# What to work on
Could you give the data below again exactly, apart from the pictures?

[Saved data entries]

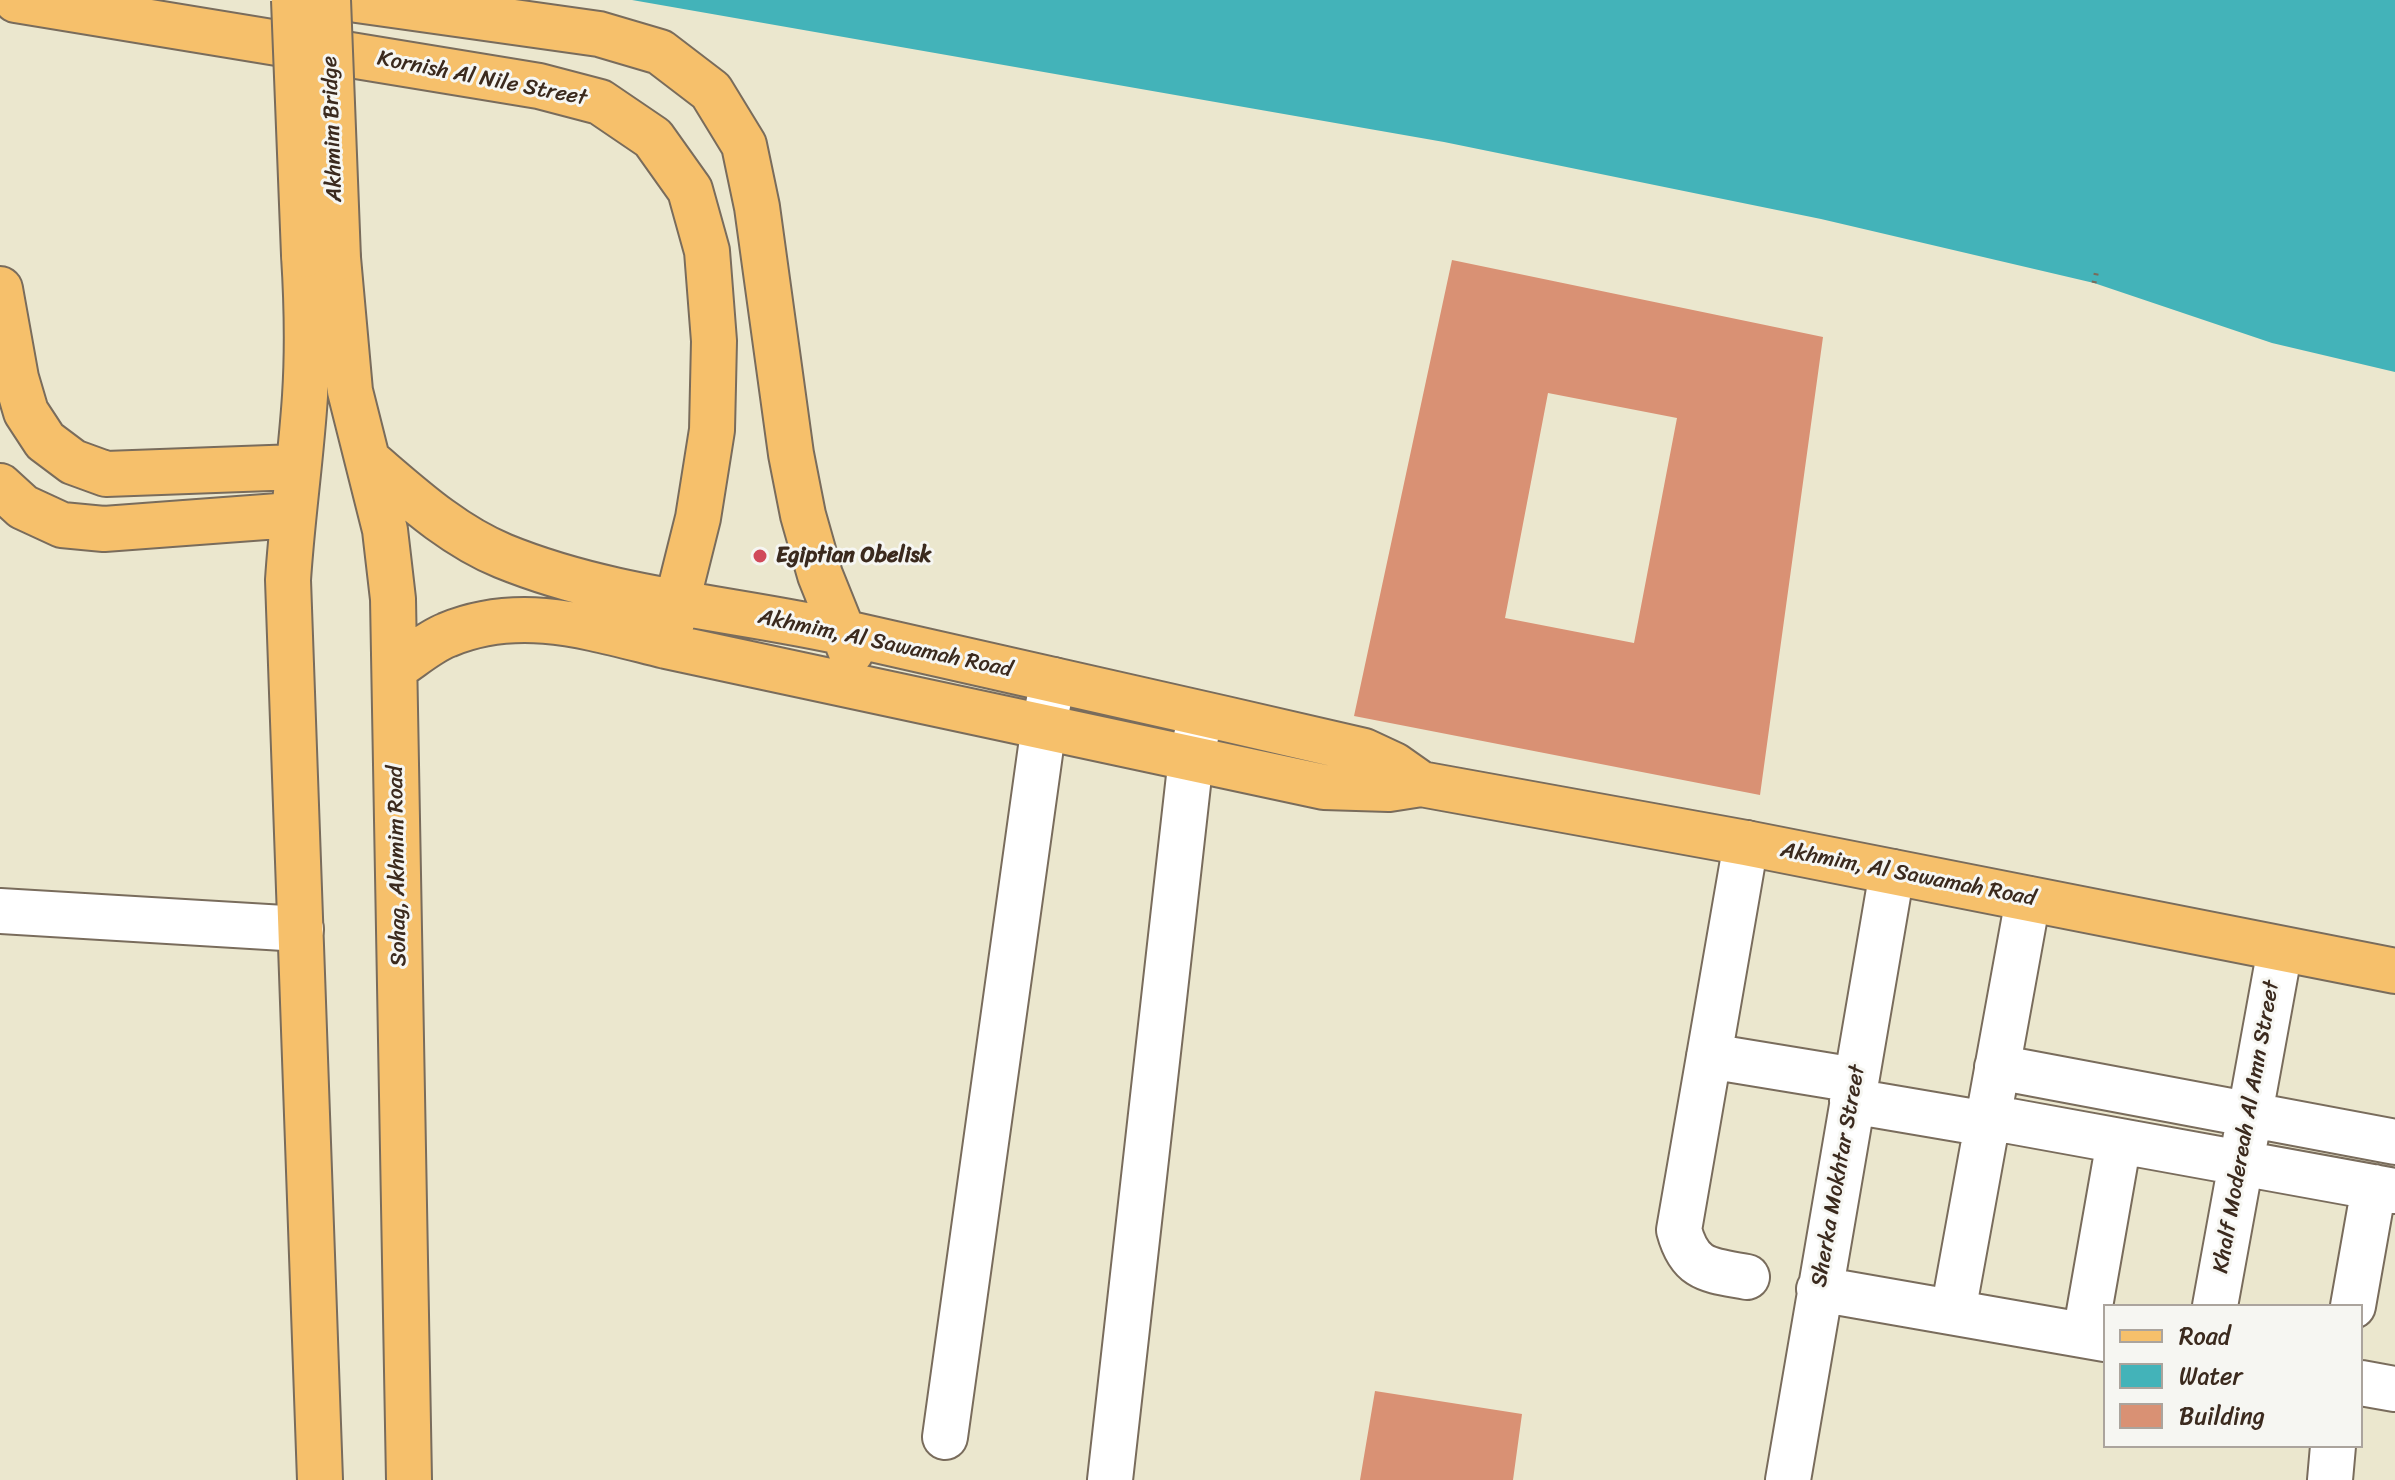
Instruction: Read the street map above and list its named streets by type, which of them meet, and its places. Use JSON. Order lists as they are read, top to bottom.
{
  "streets": {
    "main road": [
      "Kornish Al Nile Street",
      "Akhmim Bridge",
      "Akhmim, Al Sawamah Road",
      "Sohag, Akhmim Road"
    ],
    "street": ["Khalf Modereah Al Amn Street", "Sherka Mokhtar Street"]
  },
  "crossings": [
    ["Kornish Al Nile Street", "Akhmim, Al Sawamah Road"],
    ["Akhmim Bridge", "Sohag, Akhmim Road"],
    ["Akhmim, Al Sawamah Road", "Sohag, Akhmim Road"],
    ["Akhmim, Al Sawamah Road", "Khalf Modereah Al Amn Street"],
    ["Akhmim, Al Sawamah Road", "Sherka Mokhtar Street"]
  ],
  "places": ["Egiptian Obelisk"],
  "legend": ["Road", "Water", "Building"]
}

# Problem solution
Instruction: Read the street map above and list its named streets by type, which of them meet, and its places. Use JSON. Order lists as they are read, top to bottom.
{
  "streets": {
    "main road": [
      "Kornish Al Nile Street",
      "Akhmim Bridge",
      "Akhmim, Al Sawamah Road",
      "Sohag, Akhmim Road"
    ],
    "street": ["Khalf Modereah Al Amn Street", "Sherka Mokhtar Street"]
  },
  "crossings": [
    ["Kornish Al Nile Street", "Akhmim, Al Sawamah Road"],
    ["Akhmim Bridge", "Sohag, Akhmim Road"],
    ["Akhmim, Al Sawamah Road", "Sohag, Akhmim Road"],
    ["Akhmim, Al Sawamah Road", "Khalf Modereah Al Amn Street"],
    ["Akhmim, Al Sawamah Road", "Sherka Mokhtar Street"]
  ],
  "places": ["Egiptian Obelisk"],
  "legend": ["Road", "Water", "Building"]
}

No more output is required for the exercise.